I held my breath as his fingers brushed my skin, sweeping the cross off my collarbone. His warm breath brushed my cheek as he bent closer to pop out the flash drive. An unexpected electric tingle ran through me.

He held the flash drive up to the light, inspected it, then nested it back into the cross and snapped the crucifix closed again. “Everything looks good,” he said. “You are all set for delivery.”

“Thanks.” I smiled at him. Then I looked at him in wonder. “Why are you doing all this anyway, helping us out?” I asked him. “And please don’t tell me it’s an Ecuadorian custom to save girls from spies and help them bring murderers to justice. You’re not just being polite.”

He nodded. “Remember I told you, my father’s business is affected by this matter?” he said in a low voice.

“Yeah.”

“I found records of business transactions in my father’s computer systems last night. Preston Lane has given big donations to Vuelta.”

“Isn’t that a good thing?”

“Not really. I discovered all the donations were in cash.

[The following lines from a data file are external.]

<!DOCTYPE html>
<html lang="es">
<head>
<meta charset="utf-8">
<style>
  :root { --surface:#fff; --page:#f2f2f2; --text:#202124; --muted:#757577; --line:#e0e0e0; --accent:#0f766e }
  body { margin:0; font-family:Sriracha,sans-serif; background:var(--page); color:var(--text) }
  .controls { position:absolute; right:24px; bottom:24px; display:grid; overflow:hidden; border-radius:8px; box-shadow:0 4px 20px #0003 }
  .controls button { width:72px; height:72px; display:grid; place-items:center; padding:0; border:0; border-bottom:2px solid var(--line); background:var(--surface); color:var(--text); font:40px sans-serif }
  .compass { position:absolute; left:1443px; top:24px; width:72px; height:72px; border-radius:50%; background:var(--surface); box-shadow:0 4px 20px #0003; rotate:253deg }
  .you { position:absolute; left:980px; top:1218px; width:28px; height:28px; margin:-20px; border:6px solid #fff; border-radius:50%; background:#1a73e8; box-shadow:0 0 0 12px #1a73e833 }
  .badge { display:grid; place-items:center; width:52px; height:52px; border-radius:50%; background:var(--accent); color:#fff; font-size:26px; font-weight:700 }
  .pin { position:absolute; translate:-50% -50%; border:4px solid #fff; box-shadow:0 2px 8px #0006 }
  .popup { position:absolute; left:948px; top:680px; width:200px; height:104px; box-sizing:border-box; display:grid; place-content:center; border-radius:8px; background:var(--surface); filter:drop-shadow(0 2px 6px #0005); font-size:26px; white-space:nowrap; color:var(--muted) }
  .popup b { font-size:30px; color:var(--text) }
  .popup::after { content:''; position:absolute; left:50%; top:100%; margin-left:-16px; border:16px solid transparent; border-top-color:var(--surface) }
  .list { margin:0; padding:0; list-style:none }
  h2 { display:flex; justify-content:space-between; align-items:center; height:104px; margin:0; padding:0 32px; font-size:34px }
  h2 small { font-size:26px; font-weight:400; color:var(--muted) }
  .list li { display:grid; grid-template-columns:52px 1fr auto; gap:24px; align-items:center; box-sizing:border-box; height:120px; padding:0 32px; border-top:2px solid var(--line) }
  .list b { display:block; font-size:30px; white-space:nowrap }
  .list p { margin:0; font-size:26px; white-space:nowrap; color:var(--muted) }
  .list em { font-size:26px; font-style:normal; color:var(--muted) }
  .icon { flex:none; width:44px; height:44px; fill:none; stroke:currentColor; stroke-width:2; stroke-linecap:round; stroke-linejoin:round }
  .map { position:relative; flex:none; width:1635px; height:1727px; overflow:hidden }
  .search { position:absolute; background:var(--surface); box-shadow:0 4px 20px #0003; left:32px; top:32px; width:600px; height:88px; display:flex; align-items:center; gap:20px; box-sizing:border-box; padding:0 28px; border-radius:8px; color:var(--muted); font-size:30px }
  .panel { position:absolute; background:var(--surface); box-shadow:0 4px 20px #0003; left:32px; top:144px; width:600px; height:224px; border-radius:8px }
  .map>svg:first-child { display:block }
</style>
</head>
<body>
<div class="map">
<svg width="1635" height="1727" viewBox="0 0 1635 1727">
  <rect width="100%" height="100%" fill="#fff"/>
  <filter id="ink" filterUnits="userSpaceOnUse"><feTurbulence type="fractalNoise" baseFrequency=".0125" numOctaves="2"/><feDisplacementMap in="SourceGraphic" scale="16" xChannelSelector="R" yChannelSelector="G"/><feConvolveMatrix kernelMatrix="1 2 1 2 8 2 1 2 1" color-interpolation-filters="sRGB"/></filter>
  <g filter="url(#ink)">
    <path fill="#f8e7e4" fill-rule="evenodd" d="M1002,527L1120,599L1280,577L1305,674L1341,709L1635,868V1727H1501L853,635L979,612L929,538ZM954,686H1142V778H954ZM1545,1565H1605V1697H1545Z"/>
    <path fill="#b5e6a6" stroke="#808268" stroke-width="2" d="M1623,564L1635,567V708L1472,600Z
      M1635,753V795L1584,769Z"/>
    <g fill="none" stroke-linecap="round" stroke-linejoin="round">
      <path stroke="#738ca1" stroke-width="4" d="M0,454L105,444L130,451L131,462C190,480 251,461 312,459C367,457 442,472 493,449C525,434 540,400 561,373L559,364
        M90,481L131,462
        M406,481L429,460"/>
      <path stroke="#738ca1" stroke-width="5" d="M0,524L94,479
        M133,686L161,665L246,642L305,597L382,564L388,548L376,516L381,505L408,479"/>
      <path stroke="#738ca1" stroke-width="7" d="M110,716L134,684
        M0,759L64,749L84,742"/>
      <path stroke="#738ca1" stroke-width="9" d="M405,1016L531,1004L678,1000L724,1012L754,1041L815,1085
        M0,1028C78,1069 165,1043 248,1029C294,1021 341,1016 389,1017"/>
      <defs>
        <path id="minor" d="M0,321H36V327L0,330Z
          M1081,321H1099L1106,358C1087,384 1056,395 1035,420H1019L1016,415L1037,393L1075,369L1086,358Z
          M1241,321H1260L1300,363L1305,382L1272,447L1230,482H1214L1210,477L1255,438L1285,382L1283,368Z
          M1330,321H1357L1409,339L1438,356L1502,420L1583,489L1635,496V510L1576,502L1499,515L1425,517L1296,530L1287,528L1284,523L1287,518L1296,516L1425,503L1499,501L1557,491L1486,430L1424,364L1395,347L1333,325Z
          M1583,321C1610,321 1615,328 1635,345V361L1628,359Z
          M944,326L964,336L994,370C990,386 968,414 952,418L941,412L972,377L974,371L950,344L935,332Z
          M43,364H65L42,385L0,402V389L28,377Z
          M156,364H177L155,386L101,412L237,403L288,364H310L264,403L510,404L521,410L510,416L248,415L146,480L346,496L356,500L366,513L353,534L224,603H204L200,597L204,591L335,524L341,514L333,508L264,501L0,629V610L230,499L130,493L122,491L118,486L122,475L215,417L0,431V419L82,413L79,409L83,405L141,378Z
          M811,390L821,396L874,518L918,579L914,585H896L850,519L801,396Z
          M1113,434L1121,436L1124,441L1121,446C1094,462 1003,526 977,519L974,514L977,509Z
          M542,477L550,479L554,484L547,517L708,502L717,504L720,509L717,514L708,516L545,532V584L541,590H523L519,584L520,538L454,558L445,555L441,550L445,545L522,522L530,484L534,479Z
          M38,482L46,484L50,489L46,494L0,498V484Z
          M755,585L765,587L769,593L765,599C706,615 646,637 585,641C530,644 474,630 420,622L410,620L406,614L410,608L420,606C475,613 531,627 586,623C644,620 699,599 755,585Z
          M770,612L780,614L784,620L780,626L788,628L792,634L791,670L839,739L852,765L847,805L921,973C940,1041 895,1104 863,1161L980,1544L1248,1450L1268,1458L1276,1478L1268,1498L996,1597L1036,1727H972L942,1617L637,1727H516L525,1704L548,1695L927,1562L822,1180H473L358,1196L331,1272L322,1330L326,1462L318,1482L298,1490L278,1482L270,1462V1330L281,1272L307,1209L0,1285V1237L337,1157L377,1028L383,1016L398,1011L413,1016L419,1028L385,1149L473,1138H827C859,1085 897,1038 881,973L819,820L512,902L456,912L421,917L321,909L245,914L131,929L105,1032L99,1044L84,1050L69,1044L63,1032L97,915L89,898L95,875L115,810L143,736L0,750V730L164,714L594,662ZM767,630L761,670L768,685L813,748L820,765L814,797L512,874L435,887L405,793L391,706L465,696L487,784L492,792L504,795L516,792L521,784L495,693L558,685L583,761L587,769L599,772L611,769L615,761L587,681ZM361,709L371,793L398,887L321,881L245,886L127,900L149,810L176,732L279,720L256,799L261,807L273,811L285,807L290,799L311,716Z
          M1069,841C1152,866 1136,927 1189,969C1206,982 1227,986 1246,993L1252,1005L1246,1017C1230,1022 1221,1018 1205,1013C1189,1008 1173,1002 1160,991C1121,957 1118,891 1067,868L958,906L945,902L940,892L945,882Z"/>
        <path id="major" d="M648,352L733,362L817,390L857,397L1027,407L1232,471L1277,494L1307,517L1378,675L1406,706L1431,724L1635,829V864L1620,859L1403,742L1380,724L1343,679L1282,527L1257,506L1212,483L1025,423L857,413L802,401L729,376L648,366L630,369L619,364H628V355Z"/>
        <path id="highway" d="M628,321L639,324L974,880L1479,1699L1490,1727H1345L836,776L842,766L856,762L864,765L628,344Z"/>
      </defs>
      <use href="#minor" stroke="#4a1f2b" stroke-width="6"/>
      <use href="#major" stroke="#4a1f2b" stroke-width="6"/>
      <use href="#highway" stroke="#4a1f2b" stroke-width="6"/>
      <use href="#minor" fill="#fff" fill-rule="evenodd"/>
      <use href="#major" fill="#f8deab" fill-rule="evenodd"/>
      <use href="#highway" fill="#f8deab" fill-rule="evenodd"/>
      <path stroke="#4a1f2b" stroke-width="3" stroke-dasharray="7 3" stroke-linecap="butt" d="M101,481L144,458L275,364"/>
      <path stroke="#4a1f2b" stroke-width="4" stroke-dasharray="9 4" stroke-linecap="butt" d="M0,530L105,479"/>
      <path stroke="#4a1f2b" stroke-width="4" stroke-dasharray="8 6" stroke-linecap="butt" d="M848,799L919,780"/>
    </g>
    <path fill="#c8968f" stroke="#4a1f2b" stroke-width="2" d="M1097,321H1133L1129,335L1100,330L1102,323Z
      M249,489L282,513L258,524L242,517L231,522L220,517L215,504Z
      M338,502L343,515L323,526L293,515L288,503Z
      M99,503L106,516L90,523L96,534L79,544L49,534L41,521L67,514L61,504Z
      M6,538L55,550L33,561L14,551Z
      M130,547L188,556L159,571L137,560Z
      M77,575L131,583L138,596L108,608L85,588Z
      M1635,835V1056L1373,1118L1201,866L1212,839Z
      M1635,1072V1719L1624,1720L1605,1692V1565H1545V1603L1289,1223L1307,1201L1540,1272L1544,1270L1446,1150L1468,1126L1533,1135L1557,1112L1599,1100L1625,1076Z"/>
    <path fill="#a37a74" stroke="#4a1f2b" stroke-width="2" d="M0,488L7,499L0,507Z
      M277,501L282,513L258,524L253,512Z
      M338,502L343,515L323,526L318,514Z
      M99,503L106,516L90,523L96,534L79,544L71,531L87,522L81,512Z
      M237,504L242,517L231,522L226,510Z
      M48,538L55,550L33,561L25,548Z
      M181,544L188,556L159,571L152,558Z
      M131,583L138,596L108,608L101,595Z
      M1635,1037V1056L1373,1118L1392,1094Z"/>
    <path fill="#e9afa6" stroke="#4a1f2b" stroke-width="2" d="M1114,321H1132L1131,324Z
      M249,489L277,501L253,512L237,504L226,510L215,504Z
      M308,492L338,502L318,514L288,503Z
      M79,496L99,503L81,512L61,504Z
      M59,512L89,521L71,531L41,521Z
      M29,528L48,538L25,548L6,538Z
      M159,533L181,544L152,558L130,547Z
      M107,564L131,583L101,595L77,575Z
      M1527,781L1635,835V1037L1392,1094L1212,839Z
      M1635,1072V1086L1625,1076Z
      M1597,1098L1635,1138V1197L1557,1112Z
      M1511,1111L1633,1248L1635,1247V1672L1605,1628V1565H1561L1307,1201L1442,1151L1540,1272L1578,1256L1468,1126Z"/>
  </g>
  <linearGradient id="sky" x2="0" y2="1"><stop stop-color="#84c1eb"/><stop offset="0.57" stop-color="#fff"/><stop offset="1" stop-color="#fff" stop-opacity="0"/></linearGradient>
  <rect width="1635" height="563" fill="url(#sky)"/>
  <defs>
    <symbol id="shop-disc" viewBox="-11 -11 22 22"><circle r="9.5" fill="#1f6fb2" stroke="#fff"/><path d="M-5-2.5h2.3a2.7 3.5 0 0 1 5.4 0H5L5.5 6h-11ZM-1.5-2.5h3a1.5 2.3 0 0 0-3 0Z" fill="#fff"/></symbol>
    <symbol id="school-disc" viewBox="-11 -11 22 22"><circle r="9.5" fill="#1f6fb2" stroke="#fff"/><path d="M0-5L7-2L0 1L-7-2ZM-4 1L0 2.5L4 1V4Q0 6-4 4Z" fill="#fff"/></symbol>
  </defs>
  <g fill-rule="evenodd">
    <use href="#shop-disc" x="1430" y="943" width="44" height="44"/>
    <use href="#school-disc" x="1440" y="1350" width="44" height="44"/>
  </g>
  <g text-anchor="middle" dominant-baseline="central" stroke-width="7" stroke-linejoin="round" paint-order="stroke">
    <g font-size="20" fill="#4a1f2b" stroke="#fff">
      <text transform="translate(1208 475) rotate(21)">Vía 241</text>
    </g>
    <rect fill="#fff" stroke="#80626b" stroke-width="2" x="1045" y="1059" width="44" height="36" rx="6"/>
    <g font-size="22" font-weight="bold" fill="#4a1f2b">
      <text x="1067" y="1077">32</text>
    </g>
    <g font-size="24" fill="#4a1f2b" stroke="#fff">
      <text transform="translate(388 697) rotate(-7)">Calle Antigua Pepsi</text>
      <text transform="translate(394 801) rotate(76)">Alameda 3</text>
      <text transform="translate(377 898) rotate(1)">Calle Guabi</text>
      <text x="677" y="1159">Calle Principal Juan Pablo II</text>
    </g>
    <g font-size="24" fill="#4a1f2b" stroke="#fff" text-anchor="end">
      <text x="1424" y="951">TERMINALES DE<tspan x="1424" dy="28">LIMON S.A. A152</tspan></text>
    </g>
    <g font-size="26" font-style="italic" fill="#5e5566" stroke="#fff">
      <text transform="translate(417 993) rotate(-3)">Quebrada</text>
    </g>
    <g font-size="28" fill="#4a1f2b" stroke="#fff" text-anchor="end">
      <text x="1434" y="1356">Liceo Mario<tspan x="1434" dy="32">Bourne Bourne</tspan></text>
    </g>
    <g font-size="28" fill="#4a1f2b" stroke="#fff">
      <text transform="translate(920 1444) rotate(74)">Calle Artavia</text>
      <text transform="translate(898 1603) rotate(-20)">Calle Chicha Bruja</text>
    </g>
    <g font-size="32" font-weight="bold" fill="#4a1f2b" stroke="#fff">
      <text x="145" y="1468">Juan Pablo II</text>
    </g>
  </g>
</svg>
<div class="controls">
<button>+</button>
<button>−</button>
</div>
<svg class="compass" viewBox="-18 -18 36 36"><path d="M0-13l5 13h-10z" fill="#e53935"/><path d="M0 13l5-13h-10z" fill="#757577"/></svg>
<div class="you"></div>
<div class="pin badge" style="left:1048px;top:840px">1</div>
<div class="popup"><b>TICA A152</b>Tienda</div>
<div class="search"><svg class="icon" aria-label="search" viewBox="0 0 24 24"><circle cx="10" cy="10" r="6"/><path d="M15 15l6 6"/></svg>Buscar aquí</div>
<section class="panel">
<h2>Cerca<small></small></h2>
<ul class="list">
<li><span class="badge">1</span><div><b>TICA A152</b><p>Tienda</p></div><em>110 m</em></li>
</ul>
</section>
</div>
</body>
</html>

Every six months, Preston Lane donates three thousand dollars.”

My eyes widened. “That’s a lot of money.”

“It is. Especially in Ecuador, and especially for a charity. And I have heard he invests in other businesses here, too. The information you’re telling me, it scares me.” Santiago sighed. “Because if this money is from something corrupt like racketeering—even if it does good things—it could harm Vuelta.”

“How so?”

“If Preston Lane has been laundering money here, it could damage the reputation of the youth racing club. And my father, too. He will look like a willing accomplice.”

I suddenly remembered something I’d seen on Santiago’s dad’s computer screen the other day. The same black screen that I’d seen on Gage’s computer at Compass Bikes. Sports Xplor. I asked him to explain that. “You weren’t playing it, were you?”

“No,” he insisted. “I found a cookie in the computer and wanted to find out what this was. I asked around, and some Vuelta employees and volunteers had heard about this gambling website. Some person came into the Vuelta shop and gave them flyers about betting for the PAC Tour. Equipo Diablo versus Team Cadence-EcuaBar. El Cóndor versus el Ratón.”

“So people were really placing bets on those two cyclists? Before el Cóndor died?”

“Yes. Some of our staff looked into this because they were curious. Then some logged on and placed bets. Mostly on the Ecuadorian team. And even after el Cóndor died, the betting has continued.”

“I’ve tried to get onto that site. I was locked out. How did Vuelta staffers get in to place bets?”

“The password was on the flyer.
Cacao
. It was supposed to be good for the duration of the PAC tour only.”